**HOW TO COMPLETE THIS TASK**
Give back every entry, copied exactly.

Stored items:
▬▬▬

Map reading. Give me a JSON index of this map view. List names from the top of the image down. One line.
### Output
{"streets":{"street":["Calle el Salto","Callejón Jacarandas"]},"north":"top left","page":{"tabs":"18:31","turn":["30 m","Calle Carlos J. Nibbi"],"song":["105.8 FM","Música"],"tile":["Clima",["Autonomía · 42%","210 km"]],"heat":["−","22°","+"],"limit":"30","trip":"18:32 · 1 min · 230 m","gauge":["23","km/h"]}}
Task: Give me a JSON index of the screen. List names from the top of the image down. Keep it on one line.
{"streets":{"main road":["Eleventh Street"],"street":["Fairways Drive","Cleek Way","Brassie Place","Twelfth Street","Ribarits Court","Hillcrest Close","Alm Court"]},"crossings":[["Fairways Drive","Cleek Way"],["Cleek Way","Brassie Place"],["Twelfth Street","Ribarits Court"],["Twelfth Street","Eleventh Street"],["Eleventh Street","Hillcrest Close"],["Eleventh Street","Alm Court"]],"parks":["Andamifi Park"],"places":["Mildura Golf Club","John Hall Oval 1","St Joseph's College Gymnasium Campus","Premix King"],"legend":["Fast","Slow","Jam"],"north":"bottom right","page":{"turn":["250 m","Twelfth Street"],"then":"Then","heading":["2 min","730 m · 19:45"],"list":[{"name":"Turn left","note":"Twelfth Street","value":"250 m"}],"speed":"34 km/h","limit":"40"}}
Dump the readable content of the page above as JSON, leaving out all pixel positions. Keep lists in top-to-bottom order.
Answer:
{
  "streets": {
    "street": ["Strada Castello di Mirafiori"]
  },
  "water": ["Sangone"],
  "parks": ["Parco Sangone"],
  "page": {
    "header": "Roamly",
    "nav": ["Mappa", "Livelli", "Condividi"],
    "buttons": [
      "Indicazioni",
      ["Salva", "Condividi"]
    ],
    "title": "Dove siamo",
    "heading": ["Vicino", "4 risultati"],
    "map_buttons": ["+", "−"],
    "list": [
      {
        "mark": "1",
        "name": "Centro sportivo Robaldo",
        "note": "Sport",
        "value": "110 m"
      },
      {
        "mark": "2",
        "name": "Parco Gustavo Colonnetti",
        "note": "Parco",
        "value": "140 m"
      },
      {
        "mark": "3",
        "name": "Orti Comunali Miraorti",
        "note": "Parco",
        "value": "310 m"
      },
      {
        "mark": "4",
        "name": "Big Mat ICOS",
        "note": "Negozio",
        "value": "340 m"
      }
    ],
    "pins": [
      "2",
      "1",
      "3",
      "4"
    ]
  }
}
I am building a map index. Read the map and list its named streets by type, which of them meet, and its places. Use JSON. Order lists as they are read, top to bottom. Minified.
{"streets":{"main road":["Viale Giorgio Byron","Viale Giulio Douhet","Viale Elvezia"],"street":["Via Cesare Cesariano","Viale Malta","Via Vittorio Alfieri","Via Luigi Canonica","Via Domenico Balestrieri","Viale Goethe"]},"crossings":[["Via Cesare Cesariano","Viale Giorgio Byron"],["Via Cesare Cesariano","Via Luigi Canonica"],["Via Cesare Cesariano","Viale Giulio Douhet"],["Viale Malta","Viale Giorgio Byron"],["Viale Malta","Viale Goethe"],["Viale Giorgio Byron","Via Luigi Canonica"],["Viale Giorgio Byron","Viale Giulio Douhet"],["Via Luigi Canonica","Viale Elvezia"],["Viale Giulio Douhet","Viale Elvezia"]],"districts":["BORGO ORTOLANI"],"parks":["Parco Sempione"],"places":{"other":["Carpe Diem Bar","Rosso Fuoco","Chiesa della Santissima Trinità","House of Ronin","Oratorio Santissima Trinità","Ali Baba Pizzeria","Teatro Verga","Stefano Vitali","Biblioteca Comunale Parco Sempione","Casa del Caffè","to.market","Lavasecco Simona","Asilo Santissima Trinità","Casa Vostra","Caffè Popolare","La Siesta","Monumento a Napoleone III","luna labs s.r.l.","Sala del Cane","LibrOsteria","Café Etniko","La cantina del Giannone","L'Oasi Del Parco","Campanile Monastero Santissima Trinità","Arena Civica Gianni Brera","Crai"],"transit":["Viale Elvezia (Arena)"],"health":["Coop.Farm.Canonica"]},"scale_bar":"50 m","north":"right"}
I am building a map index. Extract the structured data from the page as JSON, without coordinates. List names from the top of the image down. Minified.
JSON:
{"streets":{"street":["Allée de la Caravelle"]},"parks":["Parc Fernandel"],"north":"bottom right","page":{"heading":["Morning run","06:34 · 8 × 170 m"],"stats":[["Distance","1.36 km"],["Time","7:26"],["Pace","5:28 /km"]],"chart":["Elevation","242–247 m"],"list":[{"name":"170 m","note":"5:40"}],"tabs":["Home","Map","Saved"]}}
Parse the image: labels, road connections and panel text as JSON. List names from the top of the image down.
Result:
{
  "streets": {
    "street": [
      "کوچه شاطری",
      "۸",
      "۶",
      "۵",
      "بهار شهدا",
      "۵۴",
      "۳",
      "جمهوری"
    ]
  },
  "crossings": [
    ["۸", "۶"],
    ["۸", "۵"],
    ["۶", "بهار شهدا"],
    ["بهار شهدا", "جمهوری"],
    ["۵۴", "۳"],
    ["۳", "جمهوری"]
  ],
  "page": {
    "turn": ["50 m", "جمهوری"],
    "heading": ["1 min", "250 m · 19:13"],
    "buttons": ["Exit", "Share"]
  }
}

▬▬▬

**RESPONSE BOX**
Map reading. Give me a JSON index of this map view. List names from the top of the image down. One line.
### Output
{"streets":{"street":["Calle el Salto","Callejón Jacarandas"]},"north":"top left","page":{"tabs":"18:31","turn":["30 m","Calle Carlos J. Nibbi"],"song":["105.8 FM","Música"],"tile":["Clima",["Autonomía · 42%","210 km"]],"heat":["−","22°","+"],"limit":"30","trip":"18:32 · 1 min · 230 m","gauge":["23","km/h"]}}
Task: Give me a JSON index of the screen. List names from the top of the image down. Keep it on one line.
{"streets":{"main road":["Eleventh Street"],"street":["Fairways Drive","Cleek Way","Brassie Place","Twelfth Street","Ribarits Court","Hillcrest Close","Alm Court"]},"crossings":[["Fairways Drive","Cleek Way"],["Cleek Way","Brassie Place"],["Twelfth Street","Ribarits Court"],["Twelfth Street","Eleventh Street"],["Eleventh Street","Hillcrest Close"],["Eleventh Street","Alm Court"]],"parks":["Andamifi Park"],"places":["Mildura Golf Club","John Hall Oval 1","St Joseph's College Gymnasium Campus","Premix King"],"legend":["Fast","Slow","Jam"],"north":"bottom right","page":{"turn":["250 m","Twelfth Street"],"then":"Then","heading":["2 min","730 m · 19:45"],"list":[{"name":"Turn left","note":"Twelfth Street","value":"250 m"}],"speed":"34 km/h","limit":"40"}}
Dump the readable content of the page above as JSON, leaving out all pixel positions. Keep lists in top-to-bottom order.
Answer:
{
  "streets": {
    "street": ["Strada Castello di Mirafiori"]
  },
  "water": ["Sangone"],
  "parks": ["Parco Sangone"],
  "page": {
    "header": "Roamly",
    "nav": ["Mappa", "Livelli", "Condividi"],
    "buttons": [
      "Indicazioni",
      ["Salva", "Condividi"]
    ],
    "title": "Dove siamo",
    "heading": ["Vicino", "4 risultati"],
    "map_buttons": ["+", "−"],
    "list": [
      {
        "mark": "1",
        "name": "Centro sportivo Robaldo",
        "note": "Sport",
        "value": "110 m"
      },
      {
        "mark": "2",
        "name": "Parco Gustavo Colonnetti",
        "note": "Parco",
        "value": "140 m"
      },
      {
        "mark": "3",
        "name": "Orti Comunali Miraorti",
        "note": "Parco",
        "value": "310 m"
      },
      {
        "mark": "4",
        "name": "Big Mat ICOS",
        "note": "Negozio",
        "value": "340 m"
      }
    ],
    "pins": [
      "2",
      "1",
      "3",
      "4"
    ]
  }
}
I am building a map index. Read the map and list its named streets by type, which of them meet, and its places. Use JSON. Order lists as they are read, top to bottom. Minified.
{"streets":{"main road":["Viale Giorgio Byron","Viale Giulio Douhet","Viale Elvezia"],"street":["Via Cesare Cesariano","Viale Malta","Via Vittorio Alfieri","Via Luigi Canonica","Via Domenico Balestrieri","Viale Goethe"]},"crossings":[["Via Cesare Cesariano","Viale Giorgio Byron"],["Via Cesare Cesariano","Via Luigi Canonica"],["Via Cesare Cesariano","Viale Giulio Douhet"],["Viale Malta","Viale Giorgio Byron"],["Viale Malta","Viale Goethe"],["Viale Giorgio Byron","Via Luigi Canonica"],["Viale Giorgio Byron","Viale Giulio Douhet"],["Via Luigi Canonica","Viale Elvezia"],["Viale Giulio Douhet","Viale Elvezia"]],"districts":["BORGO ORTOLANI"],"parks":["Parco Sempione"],"places":{"other":["Carpe Diem Bar","Rosso Fuoco","Chiesa della Santissima Trinità","House of Ronin","Oratorio Santissima Trinità","Ali Baba Pizzeria","Teatro Verga","Stefano Vitali","Biblioteca Comunale Parco Sempione","Casa del Caffè","to.market","Lavasecco Simona","Asilo Santissima Trinità","Casa Vostra","Caffè Popolare","La Siesta","Monumento a Napoleone III","luna labs s.r.l.","Sala del Cane","LibrOsteria","Café Etniko","La cantina del Giannone","L'Oasi Del Parco","Campanile Monastero Santissima Trinità","Arena Civica Gianni Brera","Crai"],"transit":["Viale Elvezia (Arena)"],"health":["Coop.Farm.Canonica"]},"scale_bar":"50 m","north":"right"}
I am building a map index. Extract the structured data from the page as JSON, without coordinates. List names from the top of the image down. Minified.
JSON:
{"streets":{"street":["Allée de la Caravelle"]},"parks":["Parc Fernandel"],"north":"bottom right","page":{"heading":["Morning run","06:34 · 8 × 170 m"],"stats":[["Distance","1.36 km"],["Time","7:26"],["Pace","5:28 /km"]],"chart":["Elevation","242–247 m"],"list":[{"name":"170 m","note":"5:40"}],"tabs":["Home","Map","Saved"]}}
Parse the image: labels, road connections and panel text as JSON. List names from the top of the image down.
Result:
{
  "streets": {
    "street": [
      "کوچه شاطری",
      "۸",
      "۶",
      "۵",
      "بهار شهدا",
      "۵۴",
      "۳",
      "جمهوری"
    ]
  },
  "crossings": [
    ["۸", "۶"],
    ["۸", "۵"],
    ["۶", "بهار شهدا"],
    ["بهار شهدا", "جمهوری"],
    ["۵۴", "۳"],
    ["۳", "جمهوری"]
  ],
  "page": {
    "turn": ["50 m", "جمهوری"],
    "heading": ["1 min", "250 m · 19:13"],
    "buttons": ["Exit", "Share"]
  }
}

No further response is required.